Yeah. We were surprised, too.
However, the fact that Big Wave is a wholesome, insightfully crafted piece of music is not as much of a surprise—if anything, it is proof of Ilhoon’s rapping and songwriting genius, displayed through the five-song tracklist. Much different from BTOB’s music, the album tackles various topics while also gathering everything under a consistent and powerful coming of age theme.
Raw Groove of “She’s Gone”
Big Wave’s title track, “She’s Gone,” is possibly the best display of the teenage-influenced rawness of the mini-album. Without Ilhoon’s delivery, one might think “She’s Gone” is a typical rock song: heavy guitars, powerful drums, prominent bass line, and a lot of noise. It’s already great, though it also sounds like the kind of stuff you’d hear your older brother jam out to in the garage one summer evening—but that’s until Ilhoon comes in with his flow and changes the game for the better. The result is a song full of confidence, bleeding through the dirty instrumentals and Ilhoon’s low-pitched, rhythmic delivery. That confidence is also found in the lyrics, speaking of a bad breakup but still clearly displaying Ilhoon’s detachment and assertiveness.
The Music Video
If you enjoyed the intensity and the rebellious sound of “She’s Gone,” you’ll definitely love the music video. The fast-moving shots, the dark shadows and low saturation, the quick close-ups; all of these things only enhance the song’s angry carelessness. We don’t see Ilhoon dancing, but that’s alright—it is not exactly a song you can dance to, anyway, and the live performance of the song is proof of that. We do see dancers in the music video, though, and it doesn’t take away from the otherwise reckless atmosphere of it. Overall, the music video of “She’s Gone” is an incredible complement to the song itself and fits well with the overall teenage theme of the album.
Waiting for the Big Wave
“She’s Gone” is far from being the best song on the mini-album, though, even if it ranks pretty high. The eponymous song probably holds the first place, catching our attention from the very first second. The opening distorted guitars of “Big Wave” are enough to draw us in to the mellow, entrancing journey the song provides. The beat is slow, steady, and the guitars carry most of the melody. In “Big Wave,” Ilhoon shares some of his anxieties—fear of the future, fear of failure—while reiterating his passion for his craft and a desire to keep going. Balanced together, we get a mix of bittersweet feelings, showcased best in the English lyrics of the chorus: “I just wanna follow, wallow, wallow, // Man, I’m floatin’ alone, alone, alone // There’s no one who follow, wallow, wallow // It feels like I’m sober, when it gets over.”

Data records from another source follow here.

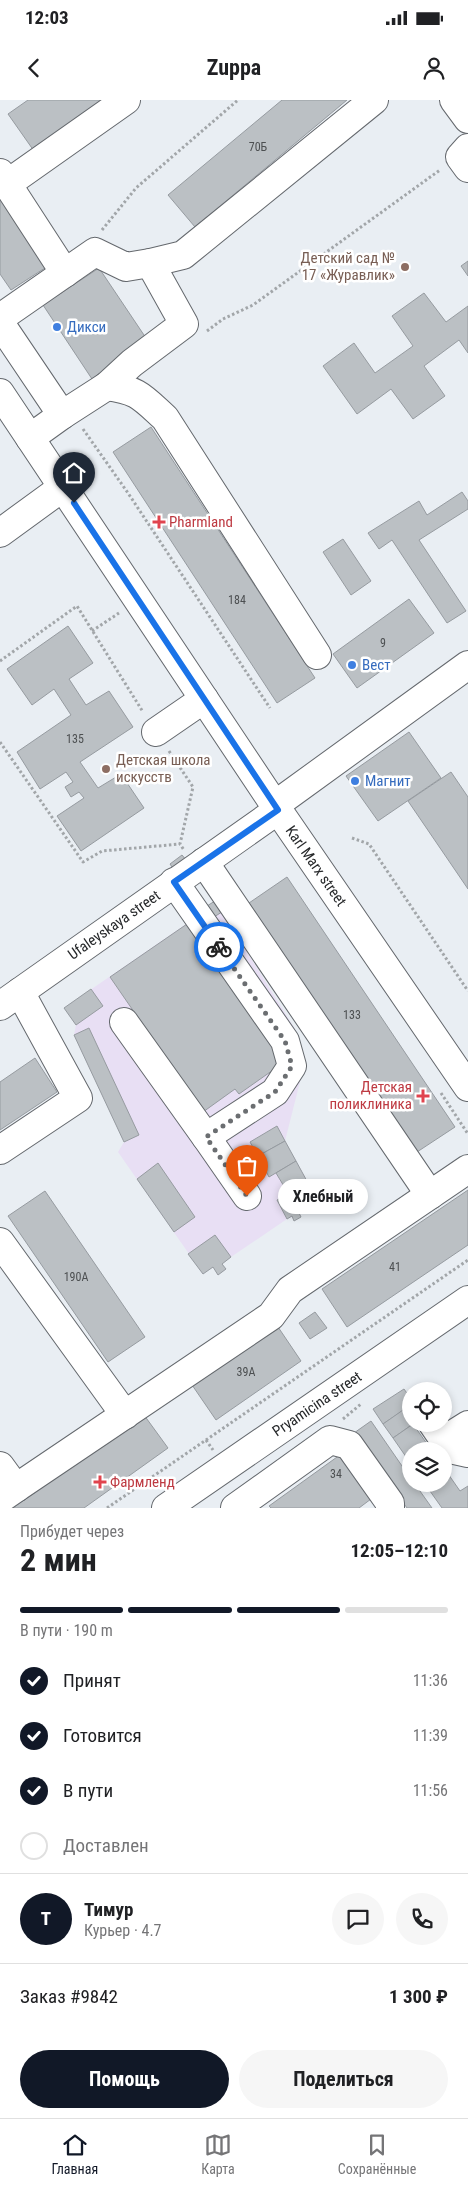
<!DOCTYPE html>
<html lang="ru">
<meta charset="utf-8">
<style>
:root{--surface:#fff;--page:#f6f6f6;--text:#202124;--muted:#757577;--line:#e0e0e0;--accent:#111827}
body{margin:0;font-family:"Roboto Condensed",sans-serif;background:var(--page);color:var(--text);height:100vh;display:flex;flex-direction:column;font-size:19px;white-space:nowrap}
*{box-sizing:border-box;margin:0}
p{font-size:16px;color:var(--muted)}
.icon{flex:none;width:28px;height:28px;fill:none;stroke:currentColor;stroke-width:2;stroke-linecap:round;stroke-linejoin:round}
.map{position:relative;height:1408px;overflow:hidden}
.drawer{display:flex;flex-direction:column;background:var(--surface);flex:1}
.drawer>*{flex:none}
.controls{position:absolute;left:402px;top:1282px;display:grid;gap:10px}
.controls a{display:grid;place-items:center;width:50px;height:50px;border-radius:50%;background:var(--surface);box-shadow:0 2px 8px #0003;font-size:25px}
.pin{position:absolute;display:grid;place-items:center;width:42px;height:42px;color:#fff;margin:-51px -21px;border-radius:50% 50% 50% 0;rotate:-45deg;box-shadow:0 0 5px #0007}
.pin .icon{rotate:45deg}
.courier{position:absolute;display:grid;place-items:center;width:50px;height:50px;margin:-25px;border:4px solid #1a73e8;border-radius:50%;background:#fff;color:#222;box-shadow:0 1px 6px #0007}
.bubble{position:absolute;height:35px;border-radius:18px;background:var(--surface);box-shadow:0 2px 8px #0003;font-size:16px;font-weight:700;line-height:35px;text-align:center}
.headline em{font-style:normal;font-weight:700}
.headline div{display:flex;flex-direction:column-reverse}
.headline{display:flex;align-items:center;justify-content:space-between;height:85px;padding:0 20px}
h1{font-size:32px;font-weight:700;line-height:38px}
.bar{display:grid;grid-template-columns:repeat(4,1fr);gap:8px 5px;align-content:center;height:60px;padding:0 20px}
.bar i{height:6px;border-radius:4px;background:var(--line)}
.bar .active{background:var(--accent)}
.bar p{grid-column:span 4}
.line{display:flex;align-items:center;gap:12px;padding:0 20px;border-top:1px solid var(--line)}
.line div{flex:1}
.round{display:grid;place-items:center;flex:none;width:52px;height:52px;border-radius:26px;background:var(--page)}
ol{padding:0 20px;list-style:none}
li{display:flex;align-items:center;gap:15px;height:55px}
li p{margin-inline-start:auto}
li .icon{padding:5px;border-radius:50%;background:var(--accent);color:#fff;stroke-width:4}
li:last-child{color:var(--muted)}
li i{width:28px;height:28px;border:2px solid var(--line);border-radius:50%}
.button{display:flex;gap:10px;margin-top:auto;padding:10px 20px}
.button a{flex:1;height:58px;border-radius:30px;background:var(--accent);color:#fff;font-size:20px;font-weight:700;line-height:58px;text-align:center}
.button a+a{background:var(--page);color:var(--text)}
.status{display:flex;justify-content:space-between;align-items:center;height:35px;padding:0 25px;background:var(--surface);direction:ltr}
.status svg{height:14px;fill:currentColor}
header{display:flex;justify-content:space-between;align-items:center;height:65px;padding:0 20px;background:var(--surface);font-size:22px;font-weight:700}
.menu{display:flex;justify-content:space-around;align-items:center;height:70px;border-top:1px solid var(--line);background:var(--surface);font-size:14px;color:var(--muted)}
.menu a{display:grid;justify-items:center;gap:2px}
.menu .active{color:var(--accent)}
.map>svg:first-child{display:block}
</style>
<div class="status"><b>12:03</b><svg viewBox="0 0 49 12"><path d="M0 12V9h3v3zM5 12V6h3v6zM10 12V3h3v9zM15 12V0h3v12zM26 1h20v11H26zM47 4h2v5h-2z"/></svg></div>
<header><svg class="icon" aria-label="back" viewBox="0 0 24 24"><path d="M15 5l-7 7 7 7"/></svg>Zuppa<svg class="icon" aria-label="person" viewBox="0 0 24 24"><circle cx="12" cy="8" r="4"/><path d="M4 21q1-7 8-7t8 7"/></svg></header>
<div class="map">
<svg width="468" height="1408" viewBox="0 0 468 1408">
<rect width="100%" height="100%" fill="#e9eef3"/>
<polygon fill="#e8dff4" points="208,809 222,812 295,929 305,962 285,1041 319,1102 299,1113 301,1117 294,1121 292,1117 287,1119 231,1157 222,1164 226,1169 218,1175 213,1167 203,1174 118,1052 124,1042 74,935 76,925 64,908"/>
<g fill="#bbc0c4" stroke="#969ba0">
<polygon points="28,0 106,0 34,51 8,14"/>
<polygon points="282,0 347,0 195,127 168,95"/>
<polygon points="0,94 48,166 11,190 0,174"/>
<polygon points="468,161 468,176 461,166"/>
<polygon points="99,168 148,241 92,279 43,205"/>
<polygon points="424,193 446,222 468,206 468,253 459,240 424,266 445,296 413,319 391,289 357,314 323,266 354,243 375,273 413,246 392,216"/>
<polygon points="151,327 315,578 277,603 113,352"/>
<polygon points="462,392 468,401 468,409 419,440 466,511 447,523 392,440 379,449 368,433 419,401 427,415"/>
<polygon points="343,439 371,481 351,495 323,452"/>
<polygon points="409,499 434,533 357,588 333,554"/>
<polygon points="68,526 93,563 69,579 86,605 109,591 133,627 80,662 98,688 121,674 144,708 81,751 57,716 84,698 79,692 71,697 65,687 73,682 66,672 40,689 17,652 71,615 54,589 32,605 7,569"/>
<polygon points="409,632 441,678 378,721 346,676"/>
<polygon points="451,672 468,697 468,789 408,701"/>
<polygon points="182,755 187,761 174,770 170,764"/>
<polygon points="287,777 455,1027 417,1052 249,803"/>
<polygon points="218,799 225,810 214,817 207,806"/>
<polygon points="187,824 283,963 239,994 235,989 203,1012 110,877"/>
<polygon points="91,889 103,906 76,925 64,908"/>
<polygon points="89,928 139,1035 124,1042 74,935"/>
<polygon points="35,958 57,992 0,1030 0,982"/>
<polygon points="277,1026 285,1041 258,1056 250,1042"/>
<polygon points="285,1041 296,1061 269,1077 258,1056"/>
<polygon points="296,1061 308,1083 288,1093 276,1073"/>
<polygon points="158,1063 195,1117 174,1132 137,1079"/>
<polygon points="308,1083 319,1102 299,1113 301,1117 294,1121 292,1116 287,1119 277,1100"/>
<polygon points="468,1090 468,1145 347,1227 322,1189"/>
<polygon points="45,1091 145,1237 108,1262 8,1116"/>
<polygon points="215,1135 231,1157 222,1164 226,1169 218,1175 213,1167 203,1174 188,1154"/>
<polygon points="315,1212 327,1228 310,1239 299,1223"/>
<polygon points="276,1224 301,1261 216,1320 190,1282"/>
<polygon points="404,1289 411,1299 411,1305 383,1324 373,1309"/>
<polygon points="403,1310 413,1324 393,1338 383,1324"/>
<polygon points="144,1315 168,1348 84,1408 13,1408"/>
<polygon points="371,1321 411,1379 411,1384 415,1384 432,1408 407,1408 354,1333"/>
<polygon points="413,1324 432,1351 411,1351 411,1364 393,1338"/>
<polygon points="344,1352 375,1396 359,1408 271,1408 269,1406"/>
<polygon points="444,1368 460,1391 468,1386 468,1408 442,1408 425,1384 444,1384"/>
</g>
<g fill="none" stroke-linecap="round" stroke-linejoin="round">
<defs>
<g id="minor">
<polyline points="454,0 468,19"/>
<polyline points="468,48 460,57 468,68"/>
<polyline points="0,73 65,173"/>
<polyline points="7,84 126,0"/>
<polyline points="150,163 183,155 374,0"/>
<polyline points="0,218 95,152 126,167 150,163 184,224 132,263 107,286 62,315"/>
<polyline points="0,223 62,315 30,338"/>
<path d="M107,286C138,290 142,297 165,318L317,555"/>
<polyline points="0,293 278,710 468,987"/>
<polyline points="0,433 63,387"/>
<polyline points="156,632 204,599"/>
<polyline points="275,705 468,565"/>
<polyline points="204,762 430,1095"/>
<polyline points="0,906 278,710"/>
<polyline points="124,922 206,1037 275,992 292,966 285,941 174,782"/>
<polyline points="206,1037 247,1096"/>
<polyline points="0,1050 78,998 20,892"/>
<polyline points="0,1142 125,1315"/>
<polyline points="433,1324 450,1349 468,1353"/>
<polyline points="444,1340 468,1325"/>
<polyline points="0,1366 16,1388 0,1399"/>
<polyline points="16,1388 271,1216 290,1190 468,1069"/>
<polyline points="166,1408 468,1200"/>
<polyline points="235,1408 330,1340 349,1345 390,1403 390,1408"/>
</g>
</defs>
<use href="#minor" stroke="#64686d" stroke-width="30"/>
<g stroke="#a2a6a9" stroke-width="3" stroke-dasharray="2.5 2.5" stroke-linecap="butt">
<polyline points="102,130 136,88 238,0"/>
<polyline points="207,231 223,219 253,205 440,70"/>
<polyline points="83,329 128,393 270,608"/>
<polyline points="92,531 119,513"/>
<polyline points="0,561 77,506 143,612"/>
<polyline points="0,642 83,762 102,751 180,744"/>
<polyline points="169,651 193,687 180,744 184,750"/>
<polyline points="352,738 369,744 468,891"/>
<polyline points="441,993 468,1034"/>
<polyline points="343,1319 361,1304"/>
<polyline points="206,1340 213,1350"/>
<polyline points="107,1408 468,1160"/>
</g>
<use href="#minor" stroke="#fff" stroke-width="28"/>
</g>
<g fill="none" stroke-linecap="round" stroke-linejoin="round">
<polyline stroke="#6b6e71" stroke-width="5" stroke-dasharray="0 9" points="219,847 285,941 292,966 275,992 206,1037 247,1096"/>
<polyline stroke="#1a73e8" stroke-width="6" points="74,403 278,710 174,782 219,847"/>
</g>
<g fill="#8d6e63" stroke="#fff" stroke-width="2">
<circle cx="405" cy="167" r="5"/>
<circle cx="106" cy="669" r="5"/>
</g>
<g fill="#3f7fe0" stroke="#fff" stroke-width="2">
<circle cx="57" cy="227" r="5"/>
<circle cx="352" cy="565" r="5"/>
<circle cx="355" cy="681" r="5"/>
</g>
<g fill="#e0444e" stroke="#fff" stroke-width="2">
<path d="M156.5 414.5h5v5h5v5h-5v5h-5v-5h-5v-5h5z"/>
<path d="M420.5 988.5h5v5h5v5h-5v5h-5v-5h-5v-5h5z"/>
<path d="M97.5 1374.5h5v5h5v5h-5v5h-5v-5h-5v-5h5z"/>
</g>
<g text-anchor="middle" stroke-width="5" stroke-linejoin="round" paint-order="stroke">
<g font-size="12" fill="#4c4f51">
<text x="258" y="51">70Б</text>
<text x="237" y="504">184</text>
<text x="383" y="547">9</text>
<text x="75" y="643">135</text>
<text x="352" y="919">133</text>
<text x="395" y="1171">41</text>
<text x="76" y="1181">190А</text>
<text x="246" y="1276">39А</text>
<text x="336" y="1378">34</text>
</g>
<g font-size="15" fill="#785e54" stroke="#fff" text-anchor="end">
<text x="395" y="163">Детский сад №<tspan x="395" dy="17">17 «Журавлик»</tspan></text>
<text x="116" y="665" text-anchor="start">Детская школа<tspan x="116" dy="17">искусств</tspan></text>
</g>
<g font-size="15" fill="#366cbe" stroke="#fff" text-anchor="start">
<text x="67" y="232">Дикси</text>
<text x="362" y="570">Вест</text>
<text x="365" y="686">Магнит</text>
</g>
<g font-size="15" fill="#be3a42" stroke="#fff" text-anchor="start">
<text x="169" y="427">Pharmland</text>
<text x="412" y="992" text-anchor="end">Детская<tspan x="412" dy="17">поликлиника</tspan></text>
<text x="110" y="1387">Фармленд</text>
</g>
<g font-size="15" fill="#27292b" stroke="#fff">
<text transform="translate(316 766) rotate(55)" y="5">Karl Marx street</text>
<text transform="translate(114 825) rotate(-35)" y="5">Ufaleyskaya street</text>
<text transform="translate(317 1304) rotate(-34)" y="5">Pryamicina street</text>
</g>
</g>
</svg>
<div class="controls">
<a><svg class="icon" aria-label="locate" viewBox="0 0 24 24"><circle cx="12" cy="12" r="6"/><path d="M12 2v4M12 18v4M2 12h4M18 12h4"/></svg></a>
<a><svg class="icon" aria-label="layers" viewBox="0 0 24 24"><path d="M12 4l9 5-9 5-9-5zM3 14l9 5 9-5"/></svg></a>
</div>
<div class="pin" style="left:247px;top:1096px;background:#ea580c"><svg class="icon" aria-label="bag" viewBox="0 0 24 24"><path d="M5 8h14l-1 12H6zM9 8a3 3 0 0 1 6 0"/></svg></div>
<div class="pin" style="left:74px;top:403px;background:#1f2937"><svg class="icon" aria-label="home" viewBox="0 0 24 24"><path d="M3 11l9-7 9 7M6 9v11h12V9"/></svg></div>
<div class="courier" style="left:219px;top:847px"><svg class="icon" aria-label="bike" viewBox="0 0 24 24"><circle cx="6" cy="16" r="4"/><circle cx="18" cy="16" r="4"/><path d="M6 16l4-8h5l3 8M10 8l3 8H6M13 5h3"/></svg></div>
<div class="bubble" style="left:278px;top:1079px;width:90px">Хлебный</div>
</div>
<section class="drawer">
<div class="headline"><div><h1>2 мин</h1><p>Прибудет через</p></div><em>12:05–12:10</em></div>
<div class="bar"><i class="active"></i><i class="active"></i><i class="active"></i><i></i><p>В пути · 190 m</p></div>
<ol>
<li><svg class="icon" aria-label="check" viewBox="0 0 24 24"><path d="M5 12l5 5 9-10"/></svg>Принят<p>11:36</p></li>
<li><svg class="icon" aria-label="check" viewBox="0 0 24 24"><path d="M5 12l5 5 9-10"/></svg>Готовится<p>11:39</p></li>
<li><svg class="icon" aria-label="check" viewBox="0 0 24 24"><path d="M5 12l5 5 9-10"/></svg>В пути<p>11:56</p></li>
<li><i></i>Доставлен</li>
</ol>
<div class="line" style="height:90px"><b class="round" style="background:var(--accent);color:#fff">Т</b><div><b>Тимур</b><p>Курьер · 4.7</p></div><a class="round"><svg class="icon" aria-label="chat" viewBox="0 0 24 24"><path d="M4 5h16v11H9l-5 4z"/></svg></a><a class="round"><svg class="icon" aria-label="phone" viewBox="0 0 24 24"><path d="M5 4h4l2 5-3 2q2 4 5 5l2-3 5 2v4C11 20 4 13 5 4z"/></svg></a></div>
<div class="line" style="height:65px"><div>Заказ #9842</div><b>1 300 ₽</b></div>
<div class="button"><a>Помощь</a><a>Поделиться</a></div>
</section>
<nav class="menu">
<a class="active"><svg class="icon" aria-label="home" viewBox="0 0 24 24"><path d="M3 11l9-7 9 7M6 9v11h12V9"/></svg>Главная</a>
<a><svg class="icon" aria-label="map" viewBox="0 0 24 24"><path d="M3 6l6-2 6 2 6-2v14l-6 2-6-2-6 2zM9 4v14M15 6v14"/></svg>Карта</a>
<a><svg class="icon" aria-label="saved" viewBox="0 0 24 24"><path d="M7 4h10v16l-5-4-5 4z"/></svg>Сохранённые</a>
</nav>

Other highlights include a remastered version of “Fancy Shoes,” previously released in the summer of 2017 through BTOB’s solo project Piece of BTOB. The remaining two songs are both collaborations: “Come Closer,” featuring fellow BTOB member and vocalist Hyunsik, and “Always,” featuring Jinho of BTOB’s junior group PENTAGON. While “Come Closer” has a nice groove and Hyunsik’s vocals add a nice, smooth touch to it, “Always” particularly stands out because of its lyrics. Switching between first-person and third-person points of view, it very much retells Ilhoon’s story, more specifically his career’s impact on his relationship with his mother. “Always” is an emotionally charged song, but not one that makes us sad—rather, it leaves us with a slightly melancholic, yet sweet feeling, despite the story of separation the song carries.